Entró en el estudio de su padre, había polvo por todas partes. Empezó a limpiar con un trapo. Tenía que recibir a un escritor que venía de visita oficial en nombre de la empresa florentina de Orsanmichele, cuyos capitostes, para homenajear al poeta en el aniversario de su muerte, les entregaban a ella y al monasterio diez florines de oro. «Ahora los florentinos hacen gala de nobleza, después de las calamidades de la última década hay incluso quien quisiera recuperar el cuerpo del poeta… Parece como si tuvieran que aplacar de algún modo la justa ira. ¡Y son los mismos que le impidieron volver a la ciudad en vida…!». Limpiaba el polvo, había que poner orden.

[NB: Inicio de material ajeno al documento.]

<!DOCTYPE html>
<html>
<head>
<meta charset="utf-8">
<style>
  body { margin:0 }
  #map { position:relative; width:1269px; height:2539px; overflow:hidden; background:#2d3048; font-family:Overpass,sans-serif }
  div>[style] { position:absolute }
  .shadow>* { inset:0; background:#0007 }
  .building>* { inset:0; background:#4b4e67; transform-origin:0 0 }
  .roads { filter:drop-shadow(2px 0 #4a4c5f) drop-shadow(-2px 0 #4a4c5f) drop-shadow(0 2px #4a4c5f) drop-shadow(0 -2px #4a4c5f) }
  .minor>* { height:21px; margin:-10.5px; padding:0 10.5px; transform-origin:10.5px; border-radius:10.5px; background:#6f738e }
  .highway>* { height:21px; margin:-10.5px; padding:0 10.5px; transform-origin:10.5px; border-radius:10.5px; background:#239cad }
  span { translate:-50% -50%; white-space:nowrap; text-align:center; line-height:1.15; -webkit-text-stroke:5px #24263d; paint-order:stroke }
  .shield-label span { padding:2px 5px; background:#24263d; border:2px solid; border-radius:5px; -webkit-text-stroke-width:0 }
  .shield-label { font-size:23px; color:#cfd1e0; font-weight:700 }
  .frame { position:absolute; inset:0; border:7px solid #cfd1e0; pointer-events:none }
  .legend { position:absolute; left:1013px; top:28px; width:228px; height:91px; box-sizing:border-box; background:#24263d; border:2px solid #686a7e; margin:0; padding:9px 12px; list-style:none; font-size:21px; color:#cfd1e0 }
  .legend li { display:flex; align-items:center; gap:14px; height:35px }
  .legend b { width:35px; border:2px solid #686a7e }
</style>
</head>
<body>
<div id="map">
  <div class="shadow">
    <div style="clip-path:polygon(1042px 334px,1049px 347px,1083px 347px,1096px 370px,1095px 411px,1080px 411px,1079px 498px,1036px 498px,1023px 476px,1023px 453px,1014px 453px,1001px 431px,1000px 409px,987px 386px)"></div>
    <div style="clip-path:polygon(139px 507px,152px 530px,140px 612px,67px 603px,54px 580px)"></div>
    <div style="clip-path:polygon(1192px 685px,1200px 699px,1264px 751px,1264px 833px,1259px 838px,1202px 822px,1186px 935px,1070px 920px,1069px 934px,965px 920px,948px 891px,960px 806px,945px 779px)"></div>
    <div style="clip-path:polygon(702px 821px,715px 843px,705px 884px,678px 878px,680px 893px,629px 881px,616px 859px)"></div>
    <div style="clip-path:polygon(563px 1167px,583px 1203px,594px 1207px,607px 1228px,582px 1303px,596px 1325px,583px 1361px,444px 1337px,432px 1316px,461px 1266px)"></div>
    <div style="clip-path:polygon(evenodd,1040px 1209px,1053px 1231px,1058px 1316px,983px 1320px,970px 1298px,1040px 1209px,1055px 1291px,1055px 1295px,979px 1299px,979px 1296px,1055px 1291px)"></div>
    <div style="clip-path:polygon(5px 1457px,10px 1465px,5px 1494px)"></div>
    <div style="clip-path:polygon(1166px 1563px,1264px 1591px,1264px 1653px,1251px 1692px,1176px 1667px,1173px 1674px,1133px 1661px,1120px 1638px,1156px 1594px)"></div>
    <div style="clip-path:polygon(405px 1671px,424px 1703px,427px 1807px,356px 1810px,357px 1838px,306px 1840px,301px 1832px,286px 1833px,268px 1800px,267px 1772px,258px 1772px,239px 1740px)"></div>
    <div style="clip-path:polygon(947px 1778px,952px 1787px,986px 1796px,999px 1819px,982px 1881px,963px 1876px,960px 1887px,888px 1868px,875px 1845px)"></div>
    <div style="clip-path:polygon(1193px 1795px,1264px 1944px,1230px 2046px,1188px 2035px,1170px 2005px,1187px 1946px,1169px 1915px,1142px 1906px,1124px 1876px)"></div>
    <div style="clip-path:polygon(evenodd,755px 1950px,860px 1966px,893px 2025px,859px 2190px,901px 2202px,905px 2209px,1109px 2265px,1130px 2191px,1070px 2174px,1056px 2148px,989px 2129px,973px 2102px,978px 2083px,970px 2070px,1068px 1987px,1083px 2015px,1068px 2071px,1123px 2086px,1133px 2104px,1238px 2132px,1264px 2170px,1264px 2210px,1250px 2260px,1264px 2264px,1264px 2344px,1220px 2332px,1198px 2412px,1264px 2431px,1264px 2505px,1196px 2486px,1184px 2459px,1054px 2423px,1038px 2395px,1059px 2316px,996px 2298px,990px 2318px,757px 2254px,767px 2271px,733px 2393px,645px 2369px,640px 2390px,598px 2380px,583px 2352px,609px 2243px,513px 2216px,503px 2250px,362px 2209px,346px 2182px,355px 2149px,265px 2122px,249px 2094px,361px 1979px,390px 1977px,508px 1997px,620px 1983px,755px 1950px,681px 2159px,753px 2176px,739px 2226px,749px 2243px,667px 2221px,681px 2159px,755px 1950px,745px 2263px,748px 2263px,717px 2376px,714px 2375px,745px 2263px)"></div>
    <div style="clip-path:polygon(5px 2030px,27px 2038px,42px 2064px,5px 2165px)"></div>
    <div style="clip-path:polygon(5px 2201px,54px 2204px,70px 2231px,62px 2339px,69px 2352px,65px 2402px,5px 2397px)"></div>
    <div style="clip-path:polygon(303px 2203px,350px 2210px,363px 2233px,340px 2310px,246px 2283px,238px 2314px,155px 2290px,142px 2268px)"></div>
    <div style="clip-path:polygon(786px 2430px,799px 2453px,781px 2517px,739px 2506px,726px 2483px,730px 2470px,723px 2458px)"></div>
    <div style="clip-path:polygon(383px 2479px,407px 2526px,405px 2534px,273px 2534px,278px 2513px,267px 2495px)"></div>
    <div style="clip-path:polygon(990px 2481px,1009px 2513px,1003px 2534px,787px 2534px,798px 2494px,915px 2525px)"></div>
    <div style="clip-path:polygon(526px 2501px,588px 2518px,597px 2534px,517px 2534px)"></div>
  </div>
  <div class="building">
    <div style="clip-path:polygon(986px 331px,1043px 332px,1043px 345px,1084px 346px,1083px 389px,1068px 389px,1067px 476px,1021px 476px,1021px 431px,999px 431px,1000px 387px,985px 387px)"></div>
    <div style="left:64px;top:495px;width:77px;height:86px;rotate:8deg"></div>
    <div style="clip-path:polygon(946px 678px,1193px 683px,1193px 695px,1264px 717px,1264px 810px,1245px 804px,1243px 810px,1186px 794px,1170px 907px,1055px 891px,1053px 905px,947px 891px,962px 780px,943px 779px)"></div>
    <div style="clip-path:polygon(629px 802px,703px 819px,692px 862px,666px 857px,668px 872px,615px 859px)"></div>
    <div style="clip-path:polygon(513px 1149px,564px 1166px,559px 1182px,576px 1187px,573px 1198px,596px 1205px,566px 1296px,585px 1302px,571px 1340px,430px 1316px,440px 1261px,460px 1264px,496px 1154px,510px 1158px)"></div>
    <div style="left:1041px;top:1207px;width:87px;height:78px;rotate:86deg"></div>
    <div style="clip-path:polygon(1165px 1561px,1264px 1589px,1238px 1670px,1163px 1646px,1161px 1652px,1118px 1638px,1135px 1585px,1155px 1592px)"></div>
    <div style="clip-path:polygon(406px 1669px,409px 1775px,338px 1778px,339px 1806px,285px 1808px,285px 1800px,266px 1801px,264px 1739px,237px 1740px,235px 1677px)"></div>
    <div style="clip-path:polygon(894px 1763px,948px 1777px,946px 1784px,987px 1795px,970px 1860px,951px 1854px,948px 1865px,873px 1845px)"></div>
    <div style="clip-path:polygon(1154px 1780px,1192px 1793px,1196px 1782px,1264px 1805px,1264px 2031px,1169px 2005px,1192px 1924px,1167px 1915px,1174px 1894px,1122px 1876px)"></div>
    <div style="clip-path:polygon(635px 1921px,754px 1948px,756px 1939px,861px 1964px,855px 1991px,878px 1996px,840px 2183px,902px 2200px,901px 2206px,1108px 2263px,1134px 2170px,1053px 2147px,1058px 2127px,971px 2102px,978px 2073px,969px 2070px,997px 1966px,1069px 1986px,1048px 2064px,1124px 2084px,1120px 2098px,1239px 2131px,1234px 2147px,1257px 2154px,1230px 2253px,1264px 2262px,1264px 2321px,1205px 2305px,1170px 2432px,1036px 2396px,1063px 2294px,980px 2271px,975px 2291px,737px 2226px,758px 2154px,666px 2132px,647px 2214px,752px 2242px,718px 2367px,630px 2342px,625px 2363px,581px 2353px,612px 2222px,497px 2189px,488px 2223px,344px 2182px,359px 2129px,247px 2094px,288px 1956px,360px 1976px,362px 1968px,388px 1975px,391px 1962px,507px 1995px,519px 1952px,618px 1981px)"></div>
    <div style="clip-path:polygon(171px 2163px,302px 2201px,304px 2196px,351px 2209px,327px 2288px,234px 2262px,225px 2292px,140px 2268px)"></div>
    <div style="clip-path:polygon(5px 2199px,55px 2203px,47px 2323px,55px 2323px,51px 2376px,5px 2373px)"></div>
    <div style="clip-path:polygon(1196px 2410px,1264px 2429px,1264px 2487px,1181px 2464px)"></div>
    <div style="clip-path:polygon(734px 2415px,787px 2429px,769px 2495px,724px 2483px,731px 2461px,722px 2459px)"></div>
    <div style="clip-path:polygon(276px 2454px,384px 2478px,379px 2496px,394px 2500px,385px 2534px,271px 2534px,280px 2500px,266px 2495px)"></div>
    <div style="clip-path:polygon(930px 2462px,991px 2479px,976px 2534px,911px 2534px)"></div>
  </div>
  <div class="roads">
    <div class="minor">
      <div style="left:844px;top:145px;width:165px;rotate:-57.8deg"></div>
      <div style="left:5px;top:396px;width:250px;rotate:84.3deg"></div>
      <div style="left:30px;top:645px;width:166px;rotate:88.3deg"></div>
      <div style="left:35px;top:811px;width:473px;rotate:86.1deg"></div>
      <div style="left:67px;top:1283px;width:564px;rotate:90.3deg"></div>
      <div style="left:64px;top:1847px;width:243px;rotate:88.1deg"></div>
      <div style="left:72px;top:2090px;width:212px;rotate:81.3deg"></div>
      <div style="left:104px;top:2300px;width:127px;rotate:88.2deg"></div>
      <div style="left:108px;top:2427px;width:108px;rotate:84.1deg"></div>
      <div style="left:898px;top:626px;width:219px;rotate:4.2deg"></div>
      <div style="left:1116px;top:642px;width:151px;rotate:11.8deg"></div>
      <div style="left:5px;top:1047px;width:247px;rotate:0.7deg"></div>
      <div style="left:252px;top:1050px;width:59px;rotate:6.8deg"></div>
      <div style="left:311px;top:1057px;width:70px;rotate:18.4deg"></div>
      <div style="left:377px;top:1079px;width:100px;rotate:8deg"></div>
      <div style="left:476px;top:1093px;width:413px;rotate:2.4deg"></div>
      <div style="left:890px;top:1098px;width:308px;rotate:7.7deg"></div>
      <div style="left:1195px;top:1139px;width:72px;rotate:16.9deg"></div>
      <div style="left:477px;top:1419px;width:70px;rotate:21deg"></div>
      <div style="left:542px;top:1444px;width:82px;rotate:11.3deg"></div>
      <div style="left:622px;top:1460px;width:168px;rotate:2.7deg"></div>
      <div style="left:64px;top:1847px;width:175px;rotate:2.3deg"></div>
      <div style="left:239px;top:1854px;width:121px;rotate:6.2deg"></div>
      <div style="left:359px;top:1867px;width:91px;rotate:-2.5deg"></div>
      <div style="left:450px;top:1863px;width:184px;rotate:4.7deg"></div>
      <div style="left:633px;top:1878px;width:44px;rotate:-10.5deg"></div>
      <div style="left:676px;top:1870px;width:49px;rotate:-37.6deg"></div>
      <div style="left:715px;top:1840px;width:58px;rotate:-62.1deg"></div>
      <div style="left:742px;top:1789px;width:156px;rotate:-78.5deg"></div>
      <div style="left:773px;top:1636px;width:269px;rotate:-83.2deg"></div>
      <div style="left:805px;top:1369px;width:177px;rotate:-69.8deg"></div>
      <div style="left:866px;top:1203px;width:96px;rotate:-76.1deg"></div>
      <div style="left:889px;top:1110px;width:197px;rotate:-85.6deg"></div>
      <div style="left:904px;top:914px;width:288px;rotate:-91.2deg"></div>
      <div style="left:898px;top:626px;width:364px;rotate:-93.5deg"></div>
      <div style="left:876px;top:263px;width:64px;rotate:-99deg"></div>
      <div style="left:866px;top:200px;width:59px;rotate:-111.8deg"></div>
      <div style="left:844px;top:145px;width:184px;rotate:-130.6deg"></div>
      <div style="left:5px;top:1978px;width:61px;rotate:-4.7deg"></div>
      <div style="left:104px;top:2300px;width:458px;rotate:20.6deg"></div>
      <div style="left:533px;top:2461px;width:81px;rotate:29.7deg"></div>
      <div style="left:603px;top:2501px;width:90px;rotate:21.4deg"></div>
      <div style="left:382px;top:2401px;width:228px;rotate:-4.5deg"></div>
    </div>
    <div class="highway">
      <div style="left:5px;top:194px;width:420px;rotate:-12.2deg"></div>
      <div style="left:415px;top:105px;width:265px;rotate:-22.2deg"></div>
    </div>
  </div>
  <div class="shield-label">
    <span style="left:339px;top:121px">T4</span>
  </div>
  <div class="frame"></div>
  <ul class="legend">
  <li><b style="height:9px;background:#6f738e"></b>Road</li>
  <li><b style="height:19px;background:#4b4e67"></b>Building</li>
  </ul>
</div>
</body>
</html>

El escritor era un gran admirador de su padre y quería ver la casa. Quería escribir una biografía de Dante y había hablado en Rávena con todos los que lo habían conocido. Pietro Giardini le había contado hasta el más mínimo detalle de la anécdota de la visión de Iacopo y el milagroso hallazgo de los últimos cantos del poema, y al escritor, independientemente de que se la creyera o no, esa historia le había gustado muchísimo.